WORK INSTRUCTION - Exclude the images and repeat all remaining entries exactly.

(Collected data)
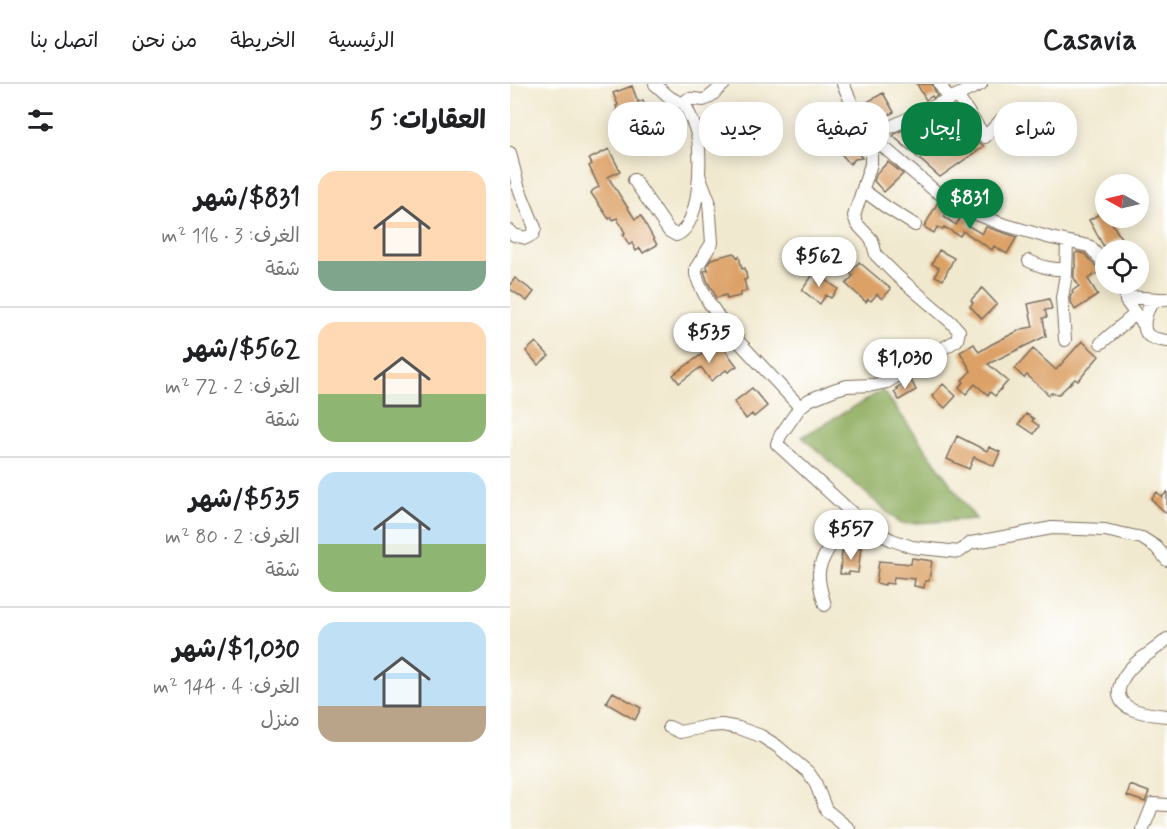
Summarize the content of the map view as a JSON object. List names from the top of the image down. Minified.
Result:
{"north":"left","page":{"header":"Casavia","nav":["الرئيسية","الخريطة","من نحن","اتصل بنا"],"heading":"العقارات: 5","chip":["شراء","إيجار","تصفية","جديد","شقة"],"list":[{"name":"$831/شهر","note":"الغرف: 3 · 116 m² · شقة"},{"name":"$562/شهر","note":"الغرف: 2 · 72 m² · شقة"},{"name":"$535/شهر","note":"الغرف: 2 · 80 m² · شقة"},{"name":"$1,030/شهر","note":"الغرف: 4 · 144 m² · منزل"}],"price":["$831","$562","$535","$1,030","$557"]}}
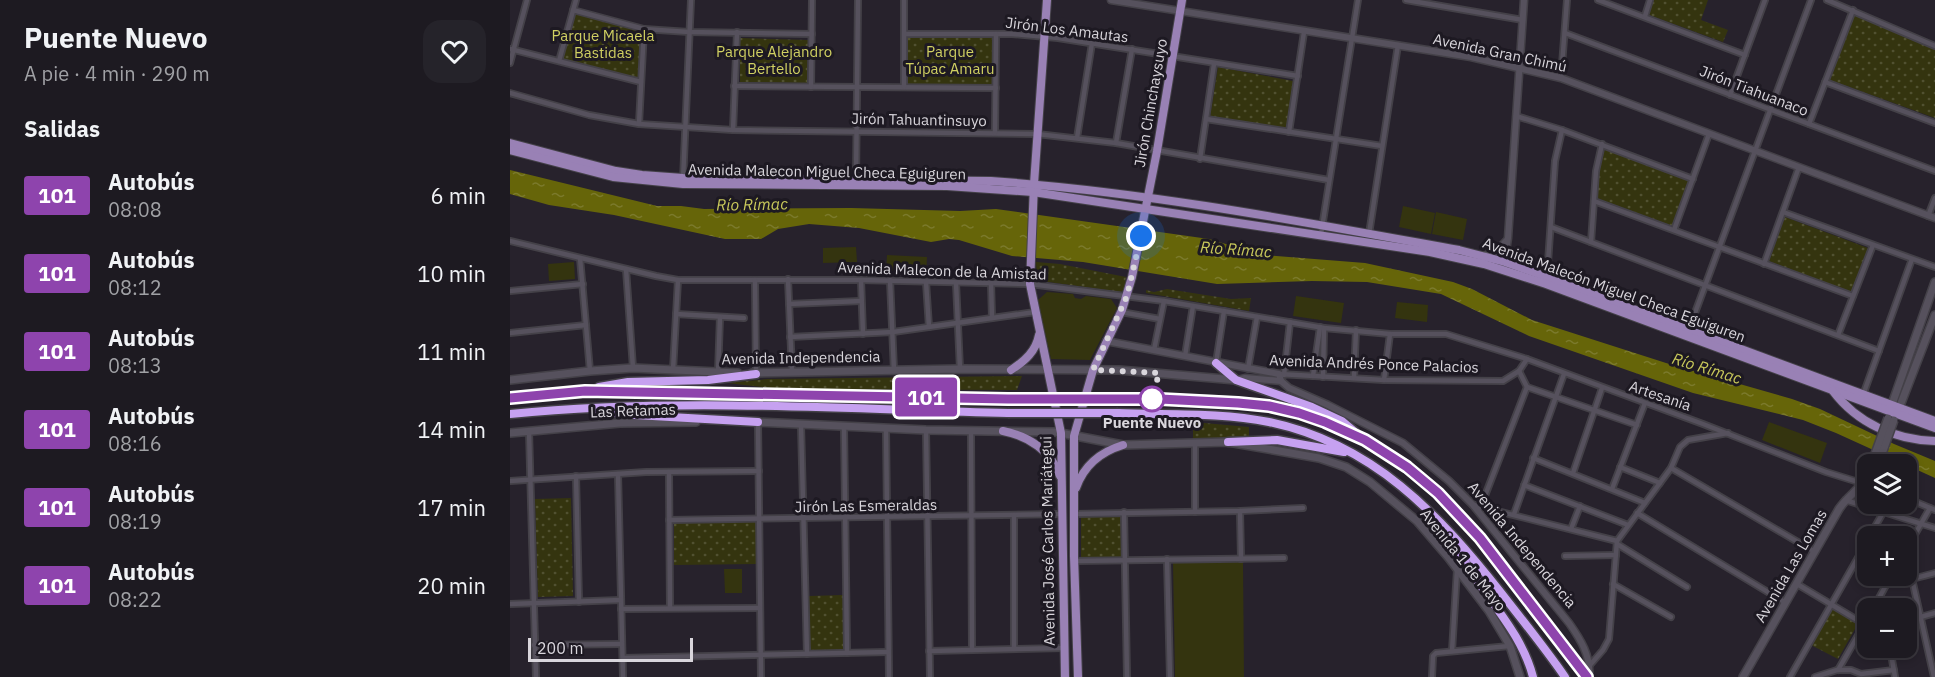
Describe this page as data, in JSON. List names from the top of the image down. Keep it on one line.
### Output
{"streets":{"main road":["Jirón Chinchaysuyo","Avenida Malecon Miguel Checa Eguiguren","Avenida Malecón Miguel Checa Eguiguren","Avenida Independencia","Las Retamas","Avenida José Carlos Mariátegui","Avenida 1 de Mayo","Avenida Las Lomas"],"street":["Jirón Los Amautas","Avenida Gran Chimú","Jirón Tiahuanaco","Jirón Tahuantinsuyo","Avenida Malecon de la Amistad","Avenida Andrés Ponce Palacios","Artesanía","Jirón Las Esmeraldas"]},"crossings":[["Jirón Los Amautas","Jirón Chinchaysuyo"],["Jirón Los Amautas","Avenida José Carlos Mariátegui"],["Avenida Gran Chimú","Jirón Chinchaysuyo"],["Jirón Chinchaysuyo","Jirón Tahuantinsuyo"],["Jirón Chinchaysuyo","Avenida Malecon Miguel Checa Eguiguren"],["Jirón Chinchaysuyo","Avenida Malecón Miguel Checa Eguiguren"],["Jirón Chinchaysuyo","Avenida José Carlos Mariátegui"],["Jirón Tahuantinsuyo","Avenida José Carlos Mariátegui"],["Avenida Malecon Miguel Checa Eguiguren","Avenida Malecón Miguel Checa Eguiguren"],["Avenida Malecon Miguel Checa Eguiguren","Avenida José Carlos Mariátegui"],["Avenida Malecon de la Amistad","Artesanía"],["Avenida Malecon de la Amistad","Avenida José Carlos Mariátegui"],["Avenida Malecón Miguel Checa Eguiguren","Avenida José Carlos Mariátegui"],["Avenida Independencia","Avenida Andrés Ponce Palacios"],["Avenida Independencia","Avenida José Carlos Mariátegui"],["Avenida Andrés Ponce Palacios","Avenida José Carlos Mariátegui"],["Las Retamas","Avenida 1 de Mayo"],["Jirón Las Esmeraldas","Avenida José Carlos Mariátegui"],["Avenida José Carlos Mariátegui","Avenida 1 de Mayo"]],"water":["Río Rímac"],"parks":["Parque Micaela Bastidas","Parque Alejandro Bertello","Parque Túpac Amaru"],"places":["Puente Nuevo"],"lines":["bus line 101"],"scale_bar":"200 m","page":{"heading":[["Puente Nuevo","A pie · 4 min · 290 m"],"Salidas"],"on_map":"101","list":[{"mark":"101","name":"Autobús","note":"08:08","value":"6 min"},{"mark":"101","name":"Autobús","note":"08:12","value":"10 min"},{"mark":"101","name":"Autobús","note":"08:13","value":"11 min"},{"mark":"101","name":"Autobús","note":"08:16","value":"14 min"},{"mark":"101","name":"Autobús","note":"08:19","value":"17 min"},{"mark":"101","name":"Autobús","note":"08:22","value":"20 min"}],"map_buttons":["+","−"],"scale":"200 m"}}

WRITTEN SOLUTION -
Summarize the content of the map view as a JSON object. List names from the top of the image down. Minified.
Result:
{"north":"left","page":{"header":"Casavia","nav":["الرئيسية","الخريطة","من نحن","اتصل بنا"],"heading":"العقارات: 5","chip":["شراء","إيجار","تصفية","جديد","شقة"],"list":[{"name":"$831/شهر","note":"الغرف: 3 · 116 m² · شقة"},{"name":"$562/شهر","note":"الغرف: 2 · 72 m² · شقة"},{"name":"$535/شهر","note":"الغرف: 2 · 80 m² · شقة"},{"name":"$1,030/شهر","note":"الغرف: 4 · 144 m² · منزل"}],"price":["$831","$562","$535","$1,030","$557"]}}
Describe this page as data, in JSON. List names from the top of the image down. Keep it on one line.
### Output
{"streets":{"main road":["Jirón Chinchaysuyo","Avenida Malecon Miguel Checa Eguiguren","Avenida Malecón Miguel Checa Eguiguren","Avenida Independencia","Las Retamas","Avenida José Carlos Mariátegui","Avenida 1 de Mayo","Avenida Las Lomas"],"street":["Jirón Los Amautas","Avenida Gran Chimú","Jirón Tiahuanaco","Jirón Tahuantinsuyo","Avenida Malecon de la Amistad","Avenida Andrés Ponce Palacios","Artesanía","Jirón Las Esmeraldas"]},"crossings":[["Jirón Los Amautas","Jirón Chinchaysuyo"],["Jirón Los Amautas","Avenida José Carlos Mariátegui"],["Avenida Gran Chimú","Jirón Chinchaysuyo"],["Jirón Chinchaysuyo","Jirón Tahuantinsuyo"],["Jirón Chinchaysuyo","Avenida Malecon Miguel Checa Eguiguren"],["Jirón Chinchaysuyo","Avenida Malecón Miguel Checa Eguiguren"],["Jirón Chinchaysuyo","Avenida José Carlos Mariátegui"],["Jirón Tahuantinsuyo","Avenida José Carlos Mariátegui"],["Avenida Malecon Miguel Checa Eguiguren","Avenida Malecón Miguel Checa Eguiguren"],["Avenida Malecon Miguel Checa Eguiguren","Avenida José Carlos Mariátegui"],["Avenida Malecon de la Amistad","Artesanía"],["Avenida Malecon de la Amistad","Avenida José Carlos Mariátegui"],["Avenida Malecón Miguel Checa Eguiguren","Avenida José Carlos Mariátegui"],["Avenida Independencia","Avenida Andrés Ponce Palacios"],["Avenida Independencia","Avenida José Carlos Mariátegui"],["Avenida Andrés Ponce Palacios","Avenida José Carlos Mariátegui"],["Las Retamas","Avenida 1 de Mayo"],["Jirón Las Esmeraldas","Avenida José Carlos Mariátegui"],["Avenida José Carlos Mariátegui","Avenida 1 de Mayo"]],"water":["Río Rímac"],"parks":["Parque Micaela Bastidas","Parque Alejandro Bertello","Parque Túpac Amaru"],"places":["Puente Nuevo"],"lines":["bus line 101"],"scale_bar":"200 m","page":{"heading":[["Puente Nuevo","A pie · 4 min · 290 m"],"Salidas"],"on_map":"101","list":[{"mark":"101","name":"Autobús","note":"08:08","value":"6 min"},{"mark":"101","name":"Autobús","note":"08:12","value":"10 min"},{"mark":"101","name":"Autobús","note":"08:13","value":"11 min"},{"mark":"101","name":"Autobús","note":"08:16","value":"14 min"},{"mark":"101","name":"Autobús","note":"08:19","value":"17 min"},{"mark":"101","name":"Autobús","note":"08:22","value":"20 min"}],"map_buttons":["+","−"],"scale":"200 m"}}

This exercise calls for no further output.